Lashonda Watts — first student to enroll in the MD/MSIS Dual Degree program
For Lashonda Watts, becoming an information and library science student was all about options.
Watts is the first Duke University medical student to enroll in the MD/master of science in information science (MSIS) dual degree program offered by the Duke University School of Medicine and the University of North Carolina at Chapel Hill's School of Information and Library Science (SILS).
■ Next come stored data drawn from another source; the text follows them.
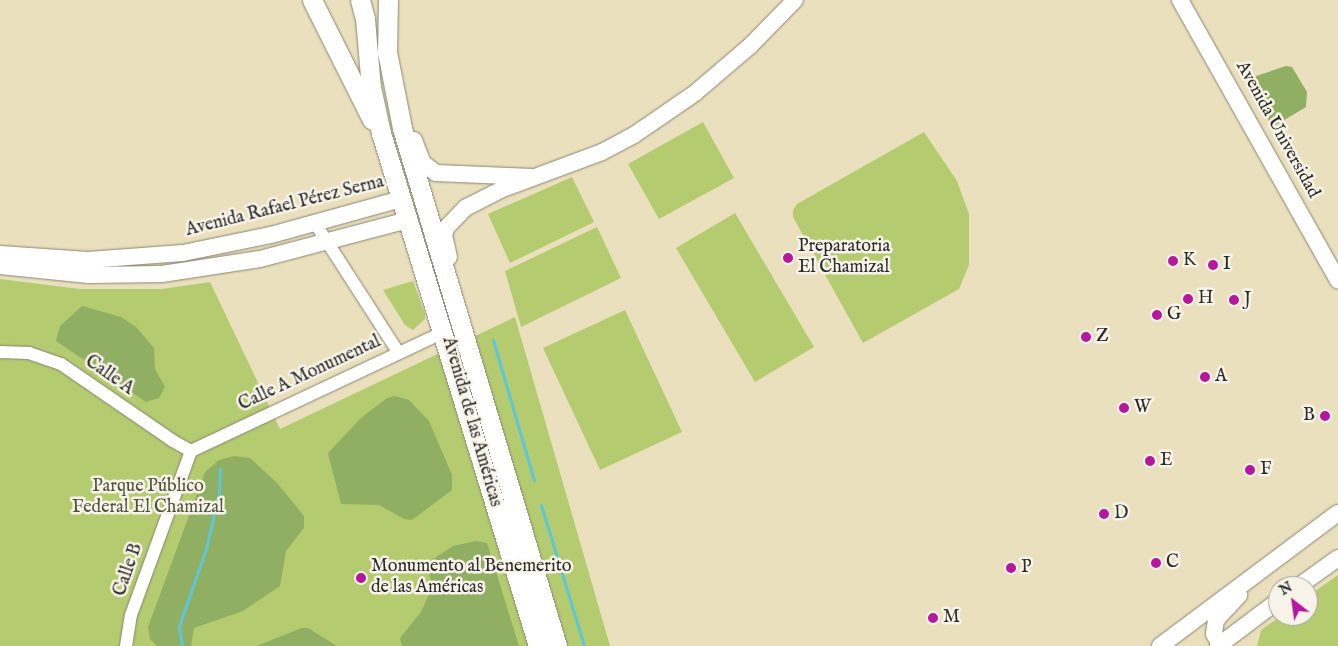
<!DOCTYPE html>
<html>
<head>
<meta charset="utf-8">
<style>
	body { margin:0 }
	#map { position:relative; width:1338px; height:646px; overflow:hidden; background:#eae0bd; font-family:"IM FELL English",serif }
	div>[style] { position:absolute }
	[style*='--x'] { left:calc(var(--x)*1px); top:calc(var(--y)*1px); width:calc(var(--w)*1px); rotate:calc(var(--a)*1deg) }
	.green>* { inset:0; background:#b5cb70 }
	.forest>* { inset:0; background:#90af62 }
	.stream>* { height:3px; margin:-1.5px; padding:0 1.5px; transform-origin:1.5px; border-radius:1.5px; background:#5dc7d7 }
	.roads { filter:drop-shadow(0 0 1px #8a8674) drop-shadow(0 0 1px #8a8674) }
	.minor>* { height:12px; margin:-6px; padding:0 6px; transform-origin:6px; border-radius:6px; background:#fff }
	.major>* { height:16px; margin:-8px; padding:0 8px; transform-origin:8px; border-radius:8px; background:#fff }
	.highway>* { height:19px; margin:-9.5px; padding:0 9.5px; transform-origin:9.5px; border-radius:9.5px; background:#fff }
	.dots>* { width:14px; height:14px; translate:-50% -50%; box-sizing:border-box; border:2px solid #f7f3e8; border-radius:50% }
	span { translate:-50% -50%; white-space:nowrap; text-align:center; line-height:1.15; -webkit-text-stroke:5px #f7f3e8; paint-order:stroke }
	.street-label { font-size:18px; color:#2b2b2b }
	.poi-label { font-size:18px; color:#2b2b2b }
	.left { translate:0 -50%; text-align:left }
	.right { translate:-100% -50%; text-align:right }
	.park-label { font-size:18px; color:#4e533c }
	.north { position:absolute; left:1268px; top:576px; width:50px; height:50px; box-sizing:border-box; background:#f7f3e8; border:1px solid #a5a39c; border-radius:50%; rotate:330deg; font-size:14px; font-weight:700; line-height:20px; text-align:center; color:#2b2b2b }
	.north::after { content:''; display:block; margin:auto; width:18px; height:22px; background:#b5179e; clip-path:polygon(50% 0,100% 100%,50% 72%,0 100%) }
</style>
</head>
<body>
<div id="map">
	<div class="green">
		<div style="clip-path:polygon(703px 122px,734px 178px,659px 219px,628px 164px)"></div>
		<div style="clip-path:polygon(924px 132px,957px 181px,969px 214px,969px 265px,959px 289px,863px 343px,793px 217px,793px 210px,797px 204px)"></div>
		<div style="clip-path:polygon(572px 177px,594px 222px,510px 263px,488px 214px)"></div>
		<div style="clip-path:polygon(735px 213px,814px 347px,755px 382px,676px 248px)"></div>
		<div style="clip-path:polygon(597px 227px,621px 278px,521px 327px,505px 271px)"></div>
		<div style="clip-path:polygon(0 279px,80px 289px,162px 289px,210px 282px,280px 429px,515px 317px,610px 646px,0 646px)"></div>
		<div style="clip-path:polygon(413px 281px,425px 314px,425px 319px,413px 330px,405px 325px,383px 290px)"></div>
		<div style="clip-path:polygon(625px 310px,682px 432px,600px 470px,543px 348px)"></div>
		<div style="clip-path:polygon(1338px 575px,1338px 646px,1257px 646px,1261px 630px,1281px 616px,1308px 616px,1308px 596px)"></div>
	</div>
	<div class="forest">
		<div style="clip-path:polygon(1286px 66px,1292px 67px,1307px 92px,1306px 107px,1276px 125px,1269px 121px,1249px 85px,1250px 78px)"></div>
		<div style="clip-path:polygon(82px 306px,121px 317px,136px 327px,154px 348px,155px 369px,165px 387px,159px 398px,146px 402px,56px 341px,60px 326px)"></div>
		<div style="clip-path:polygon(395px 396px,409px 400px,429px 421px,452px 475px,452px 490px,412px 520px,404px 519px,379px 505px,341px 504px,328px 453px,361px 418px,387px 398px)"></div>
		<div style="clip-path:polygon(234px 456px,250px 458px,277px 483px,304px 516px,304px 528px,286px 551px,280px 586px,243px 611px,194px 628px,191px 646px,157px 646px,150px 639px,148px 627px,205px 472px,219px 460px)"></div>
		<div style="clip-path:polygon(476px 541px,487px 543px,519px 646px,402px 646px,400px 638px,421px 612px,429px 594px,431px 580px,427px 568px,430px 561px,453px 546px)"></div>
		<div style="clip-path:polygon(302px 628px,308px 628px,337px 646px,256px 646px)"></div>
	</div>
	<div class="stream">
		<div style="--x:493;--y:340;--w:146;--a:73.7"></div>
		<div style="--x:541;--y:505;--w:147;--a:73"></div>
		<div style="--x:182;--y:646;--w:20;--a:-99"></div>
		<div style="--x:179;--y:626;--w:82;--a:-70.7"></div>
		<div style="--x:206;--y:549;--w:57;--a:-76.9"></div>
		<div style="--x:219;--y:493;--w:24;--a:-88"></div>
	</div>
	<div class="roads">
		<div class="minor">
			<div style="--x:315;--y:223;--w:153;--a:57.2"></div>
			<div style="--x:0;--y:352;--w:29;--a:2"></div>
			<div style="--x:29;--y:353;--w:34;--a:19"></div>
			<div style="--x:61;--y:364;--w:136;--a:34.5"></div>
			<div style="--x:173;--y:441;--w:21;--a:29"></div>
			<div style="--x:191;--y:451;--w:280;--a:-25.2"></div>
			<div style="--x:126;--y:646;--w:31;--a:-81"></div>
			<div style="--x:131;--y:615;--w:175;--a:-69.9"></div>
		</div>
		<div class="major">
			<div style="--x:1180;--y:0;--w:322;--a:60.6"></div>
			<div style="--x:414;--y:140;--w:25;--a:69"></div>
			<div style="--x:423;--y:163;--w:16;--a:38"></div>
			<div style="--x:436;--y:173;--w:96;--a:2.4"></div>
			<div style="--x:0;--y:254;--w:88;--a:3.9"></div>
			<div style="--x:88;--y:260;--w:95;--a:-4.2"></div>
			<div style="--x:183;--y:253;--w:90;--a:-11.6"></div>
			<div style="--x:271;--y:235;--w:135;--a:-15.5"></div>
			<div style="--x:449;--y:257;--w:22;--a:-103"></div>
			<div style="--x:444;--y:236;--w:8;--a:-76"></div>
			<div style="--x:446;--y:228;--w:28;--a:-46"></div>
			<div style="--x:465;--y:208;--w:39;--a:-27"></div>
			<div style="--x:500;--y:190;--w:109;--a:-20.4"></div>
			<div style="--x:602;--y:152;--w:36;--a:-28"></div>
			<div style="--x:634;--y:135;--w:74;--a:-34.5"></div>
			<div style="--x:695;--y:93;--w:72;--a:-40.5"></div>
			<div style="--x:750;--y:46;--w:64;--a:-45.6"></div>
			<div style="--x:0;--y:266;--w:89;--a:5.8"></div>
			<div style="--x:89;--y:275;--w:73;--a:-0.8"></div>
			<div style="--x:162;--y:274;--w:99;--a:-8.7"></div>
			<div style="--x:260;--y:259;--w:153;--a:-14.8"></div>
			<div style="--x:1299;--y:586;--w:48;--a:-35.7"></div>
			<div style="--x:1160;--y:646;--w:222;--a:-36.8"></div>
			<div style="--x:1218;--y:646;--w:75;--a:-36.9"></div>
			<div style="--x:1221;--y:646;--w:14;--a:-120"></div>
			<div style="--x:1214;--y:634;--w:14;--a:-82"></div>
			<div style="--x:1216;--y:620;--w:34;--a:-47"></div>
		</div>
		<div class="highway">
			<div style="--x:312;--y:0;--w:134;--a:63.4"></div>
			<div style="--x:360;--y:0;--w:20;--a:75"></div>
			<div style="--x:365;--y:19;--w:68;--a:85"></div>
			<div style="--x:371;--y:87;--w:47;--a:77.7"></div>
			<div style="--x:381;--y:133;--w:536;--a:72.98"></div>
			<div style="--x:388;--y:0;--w:52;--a:91.1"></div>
			<div style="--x:387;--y:52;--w:77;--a:78.8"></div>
			<div style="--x:402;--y:128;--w:541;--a:73.34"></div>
		</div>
	</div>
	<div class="dots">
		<div style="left:788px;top:258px;background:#b5179e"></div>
		<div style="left:1173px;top:261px;background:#b5179e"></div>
		<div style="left:1213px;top:265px;background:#b5179e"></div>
		<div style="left:1188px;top:299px;background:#b5179e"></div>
		<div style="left:1234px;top:300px;background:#b5179e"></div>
		<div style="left:1157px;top:315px;background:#b5179e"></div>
		<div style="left:1086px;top:337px;background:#b5179e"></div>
		<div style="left:1205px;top:377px;background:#b5179e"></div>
		<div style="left:1124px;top:408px;background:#b5179e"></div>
		<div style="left:1325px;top:416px;background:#b5179e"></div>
		<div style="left:1150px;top:461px;background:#b5179e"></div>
		<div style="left:1250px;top:470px;background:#b5179e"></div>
		<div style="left:1104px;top:514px;background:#b5179e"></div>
		<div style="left:1156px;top:563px;background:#b5179e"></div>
		<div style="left:1011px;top:568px;background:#b5179e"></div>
		<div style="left:361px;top:578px;background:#b5179e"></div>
		<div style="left:933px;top:618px;background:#b5179e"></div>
	</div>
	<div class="street-label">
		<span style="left:1277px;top:130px;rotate:61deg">Avenida Universidad</span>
		<span style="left:285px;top:207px;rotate:-14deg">Avenida Rafael Pérez Serna</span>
		<span style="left:310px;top:374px;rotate:-25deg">Calle A Monumental</span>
		<span style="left:109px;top:376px;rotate:35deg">Calle A</span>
		<span style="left:471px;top:422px;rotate:74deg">Avenida de las Américas</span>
		<span style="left:129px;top:570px;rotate:-71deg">Calle B</span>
	</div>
	<div class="poi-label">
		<span class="left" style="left:798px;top:258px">Preparatoria<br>El Chamizal</span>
		<span class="left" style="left:1183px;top:261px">K</span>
		<span class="left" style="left:1223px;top:265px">I</span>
		<span class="left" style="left:1198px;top:299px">H</span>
		<span class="left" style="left:1244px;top:300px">J</span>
		<span class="left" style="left:1167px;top:315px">G</span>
		<span class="left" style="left:1096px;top:337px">Z</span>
		<span class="left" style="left:1215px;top:377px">A</span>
		<span class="left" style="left:1134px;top:408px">W</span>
		<span class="right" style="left:1315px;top:416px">B</span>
		<span class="left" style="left:1160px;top:461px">E</span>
		<span class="left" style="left:1260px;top:470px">F</span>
		<span class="left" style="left:1114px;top:514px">D</span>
		<span class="left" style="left:1166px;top:563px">C</span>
		<span class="left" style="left:371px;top:578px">Monumento al Benemerito<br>de las Américas</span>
		<span class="left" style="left:1021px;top:568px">P</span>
		<span class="left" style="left:943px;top:618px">M</span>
	</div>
	<div class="park-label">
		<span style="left:148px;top:498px">Parque Público<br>Federal El Chamizal</span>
	</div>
	<div class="north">N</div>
</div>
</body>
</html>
It was the option of doing something different from her other medical school classmates, Watts said, that led her to SILS.
“Most people enter Duke with plans to do lab research, clinical research, or get an MPH (Master's in Public Health), and indeed I did fall into that grouping,” Watts said. “However, my path diverged much more than anticipated in that I found that in my second year I didn't enjoy clinical medicine in the truest sense — that is, working for the good of one patient at a time — as much as I enjoyed thinking more on a systems level.”
Watts found that, despite the number of avenues of study open to third-year medical students at Duke, none of the traditional options quite fit with her way of thinking. Duke medical students take the third year — nicknamed “the research year” at Duke — for independent study in an area of particular interest to them. Students usually use the third year to conduct research, explore a medical specialty or pursue a public health degree.
The joint MD/MSIS program was created for students like Watts who wanted to take their third year of studies in a different direction. The program gives Duke medical students the chance to apply their clinical training to fields like information management, bioinformatics and evidence-based medicine. Students will come out of the two-year MSIS program ready to reverse the process: to use their new knowledge of information systems to help improve clinical settings and patient care.
Watts said the program has been a good fit for her so far.
“It's been great,” she said. “Since applying and starting the program, I've discovered a myriad of possibilities in medical informatics and technology.”
Despite the good fit, being the first student to enter the program has presented some challenges, Watts said. There has been red tape to cut through, commutes from Durham and the inevitable “so you're going to be a librarian?” question from her classmates.
“A lot of [my classmates] felt like I was checking out of the whole medical scene and getting out of health care,” Watts said. “The more I talk to them, though, the more they're on board and understand what I'm doing.”
Being able to change her classmates' minds about information science is not the only perq of being the first MD/MSIS student, Watts said.
“Being the first has been good,” she said. “I get to decide exactly what I want to do. I can kind of influence the program.”
The program has been influencing Watts , too. Changing from studying anatomy and physiology to information retrieval and systems analysis has forced her to think in new ways about information and technology, Watts said.
“It was weird changing gears,” she said. “When I came here all I could do was check my email, but I've been learning.”
With three months of learning about information science now under her belt, Watts said she is beginning to think about what she wants to do with her dual degrees. She said she is currently interested in improving people's ability to manage their own health, be it on a large systems scale or an individual one.
Watts is quick to point out that, because of the different avenues the dual degree program has opened up for her, her plans for her future aren't set in stone.
“With so many options, I'm now having a hard time choosing exactly where to lay my path,” she said. “But that's why you get an education, right? To have options.”
Watts' participation in the MD/MSIS dual degree is funded through a grant from the Laura Bush 21st Century Librarian Program of the Institute of Museum and Library Services. The grant was awarded to the University of North Carolina at Chapel Hill's School of Information and Library Science and the Duke University School of Medicine. Funding covers the student's tuition for two years, a stipend of $21,000 for the two years, health insurance during the program, and support for attending one conference each year.